I have a simple proof-of-concept application written in traditional SQL. I need to scale it to much larger size (potentially trillions of rows, multiple terabytes or possibly petabytes in size). I'm trying to come up with the pricing model of how this could be done using Google's Bigtable/BigQuery/Dataflow.

From what I gather from Google's pricing documents, Bigtable is priced in terms of nodes needed to handle the necessary QPS and in terms of storage required, whereas the BigQuery is priced in terms of each query's size.

But what happens when your inserts into the table actually require the lookup of that same table? Does that mean that you have to consider an additional cost factor into each insert? If my total column size is 1TB and I have to do a SELECT on that column before each additional insert, will I be charged $5 for each insert operation as a consequence? Do I have to adjust my logic to accommodate this pricing structure? Like breaking the table into a set of smaller tables, etc?

Any clarification much appreciated, as well as links to more detailed and granular pricing examples for Bigtable/BigQuery/Dataflow than what's available on Google's website.

3

3 Answers

0
votes

I am the product manager for Google Cloud Bigtable.

It's hard to give a detailed answer without a deeper understanding of the use case. For example, when you need to do a lookup before doing an insert, what's the complexity of the query? Is it an arbitrary SQL query, or can you get by with a lookup by primary key? How big is the data set?
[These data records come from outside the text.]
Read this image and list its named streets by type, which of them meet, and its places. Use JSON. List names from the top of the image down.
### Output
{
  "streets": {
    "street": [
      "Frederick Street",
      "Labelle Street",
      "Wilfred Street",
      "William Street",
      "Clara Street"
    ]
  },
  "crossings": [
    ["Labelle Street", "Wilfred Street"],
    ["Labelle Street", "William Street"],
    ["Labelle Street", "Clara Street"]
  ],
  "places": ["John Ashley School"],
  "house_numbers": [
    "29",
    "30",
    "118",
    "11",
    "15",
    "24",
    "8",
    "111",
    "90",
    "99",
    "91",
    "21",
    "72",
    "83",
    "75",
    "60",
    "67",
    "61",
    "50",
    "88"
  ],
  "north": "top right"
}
If you only need to do lookups by key, then you may be able to use Bigtable (which, like HBase, only has a single key: the row key), and each lookup by row key is fast and does not require scanning the entire column.

If you need complex lookups, you may be able to use:

  • Google BigQuery, but note that each lookup on a column is a full scan as per this answer, though as suggested in another answer, you can partition data to scan less data, if that's helpful

  • Google Cloud Datastore, which is a document database (like MongoDB), allows you to set up indexes on some of the fields, so you can do a search based on those properties

  • Google Cloud SQL, which is a managed service for MySQL, but while it can scale to TB, it does not scale to PB, so it depends how big your dataset is that you need to query prior to inserting

Finally, if your use case is going into the PB-range, I strongly encourage you to get in touch with Google Cloud Platform folks and speak with our architects and engineers to identify the right overall solution for your specific use cases, as there may be other optimizations that we can make if we can discuss your project in more detail.

0
votes

Regarding BigQuery, you are able to partition your data based on day. So if you need to query only last days the charge will be for that and not for full table.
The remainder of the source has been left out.